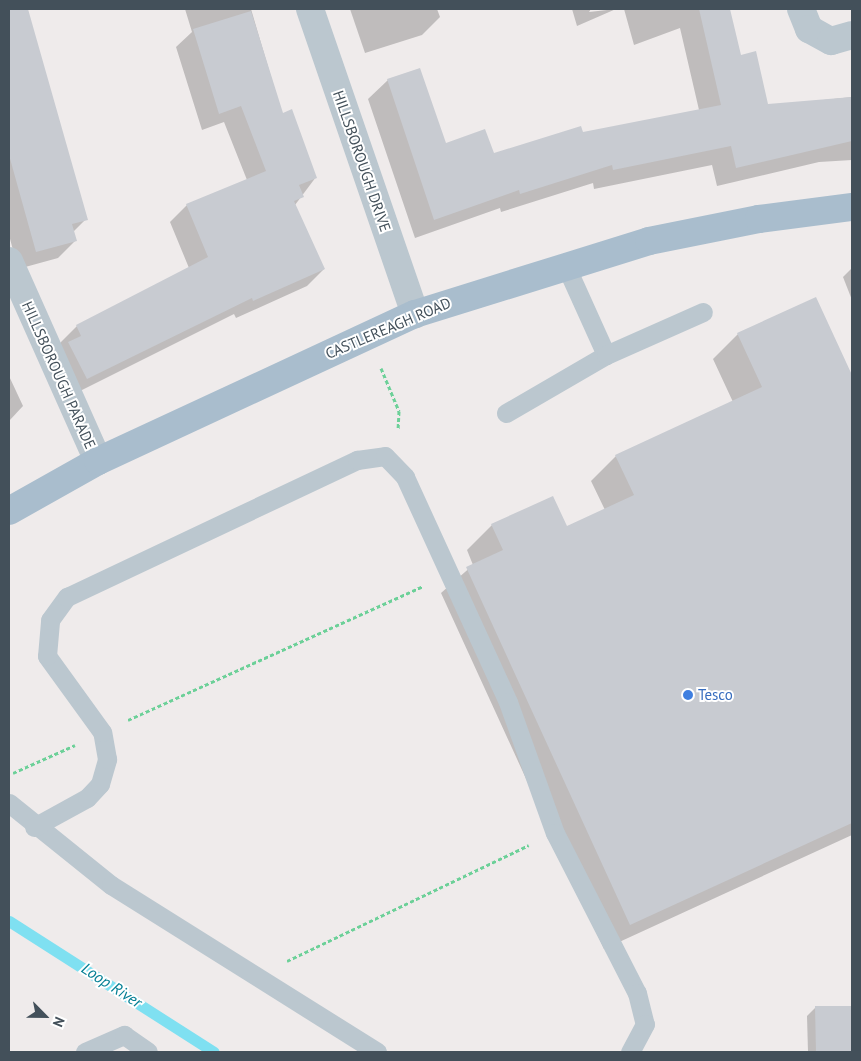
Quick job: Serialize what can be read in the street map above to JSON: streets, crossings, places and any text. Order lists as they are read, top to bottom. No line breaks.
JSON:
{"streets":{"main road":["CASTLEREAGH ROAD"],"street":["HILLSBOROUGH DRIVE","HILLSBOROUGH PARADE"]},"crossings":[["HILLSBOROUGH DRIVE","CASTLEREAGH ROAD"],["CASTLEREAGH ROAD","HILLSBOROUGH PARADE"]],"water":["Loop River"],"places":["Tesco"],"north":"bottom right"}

**Task to carry out:**
Now write out the data word for word, skipping every picture in it.

**Result:**
Quick job: Serialize what can be read in the street map above to JSON: streets, crossings, places and any text. Order lists as they are read, top to bottom. No line breaks.
JSON:
{"streets":{"main road":["CASTLEREAGH ROAD"],"street":["HILLSBOROUGH DRIVE","HILLSBOROUGH PARADE"]},"crossings":[["HILLSBOROUGH DRIVE","CASTLEREAGH ROAD"],["CASTLEREAGH ROAD","HILLSBOROUGH PARADE"]],"water":["Loop River"],"places":["Tesco"],"north":"bottom right"}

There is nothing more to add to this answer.